La laveuse de mort,
Sara Omar,
Actes Sud
Ce livre n'est pas un manifeste, c'est un coup de poing qui vous laisse groggy. Un livre de l'urgence, plus que de la révolte. de la dénonciation. de celles qui font mal. Que toute nuance compromettrait. L'autrice,
Sara Omar, est d'origine kurde et vit depuis ses plus jeunes années au Danemark. Elle nous dresse un portait de la société du Kurdistan irakien qui épouvante. Parce qu'elle est une femme et qu'elle parle des hommes, de l'arriération machiste, des superstitions et de l'obscurantisme religieux, de l'extrême violence des hommes dans un monde sans lumière.

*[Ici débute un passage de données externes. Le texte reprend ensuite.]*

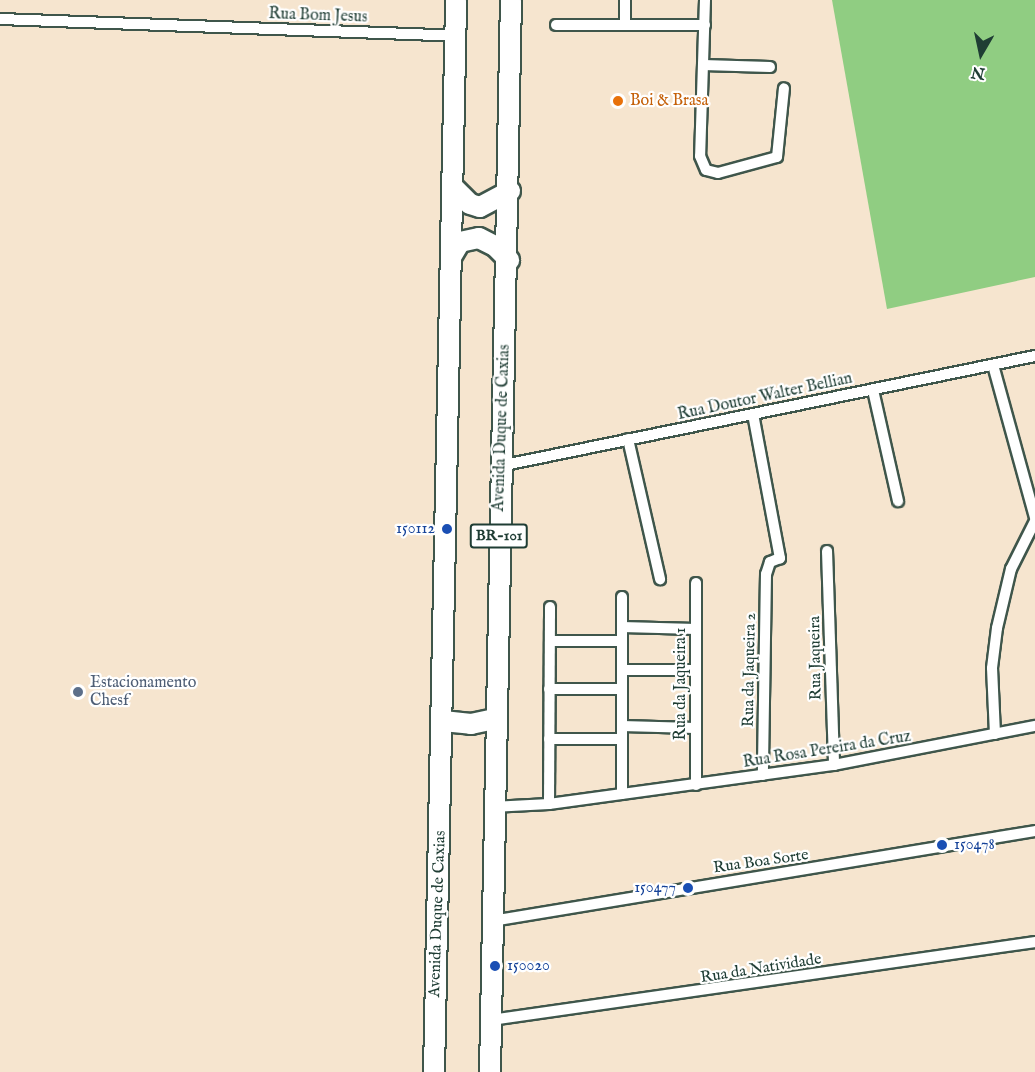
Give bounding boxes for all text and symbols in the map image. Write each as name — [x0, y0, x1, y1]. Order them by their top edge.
street label: Rua Bom Jesus — [268, 5, 368, 27]
north arrow — [951, 24, 1011, 84]
text: N — [970, 61, 987, 83]
place label: Boi & Brasa — [630, 91, 708, 111]
marker: Boi & Brasa — [611, 94, 625, 108]
street label: Avenida Duque de Caxias — [489, 344, 515, 512]
street label: Rua Doutor Walter Bellian — [676, 369, 854, 425]
place label: 150112 — [396, 519, 435, 539]
marker: 150112 — [440, 522, 454, 536]
road number: BR-101 — [469, 524, 529, 548]
street label: Rua da Jaqueira 2 — [739, 613, 761, 727]
street label: Rua Jaqueira — [806, 616, 826, 700]
street label: Rua da Jaqueira 1 — [671, 628, 691, 740]
place label: Estacionamento Chesf — [90, 673, 196, 711]
marker: Estacionamento Chesf — [71, 685, 85, 699]
street label: Rua Rosa Pereira da Cruz — [742, 727, 912, 773]
street label: Avenida Duque de Caxias — [425, 830, 451, 998]
place label: 150478 — [954, 835, 995, 855]
marker: 150478 — [935, 838, 949, 852]
street label: Rua Boa Sorte — [712, 846, 810, 878]
place label: 150477 — [634, 878, 676, 898]
marker: 150477 — [681, 881, 695, 895]
street label: Rua da Natividade — [699, 950, 823, 988]
place label: 150020 — [507, 956, 550, 976]
marker: 150020 — [488, 959, 502, 973]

La scène d'ouverture du livre est le récit d'une petite fille qui se déchire l'hymen en faisant du vélo. Son père, furieux à la vue du sang et de cette défloration fortuite qui prive sa fille de son honneur, la roue de coups, pendant que la mère, épouvantée par la violence de son époux ou le sort compromis de la fillette, s'immole par le feu. le reste est à l'avenant. Un combattant kurde refuse d'être le père d'une petite fille qui vient de naître avec le crâne chauve et une touffe de cheveux blancs, qu'il prend pour signe d'une disgrâce d'Allah, battra sa femme à la vue du lit souillé par la parturiente, refusera de paraître à la cérémonie du prénom qui réunit le quartier pour la fête traditionnelle de baptême, préférant aller à la chasse, viole la nuit même son épouse mal remise d'un accouchement difficile et va exécuter une tante au motif qu'elle passe, à tort ou à raison, pour une femme légère (les pages de cette exécution sont fortes et puissantes comme la mort de Milady dans les « Trois mousquetaires »).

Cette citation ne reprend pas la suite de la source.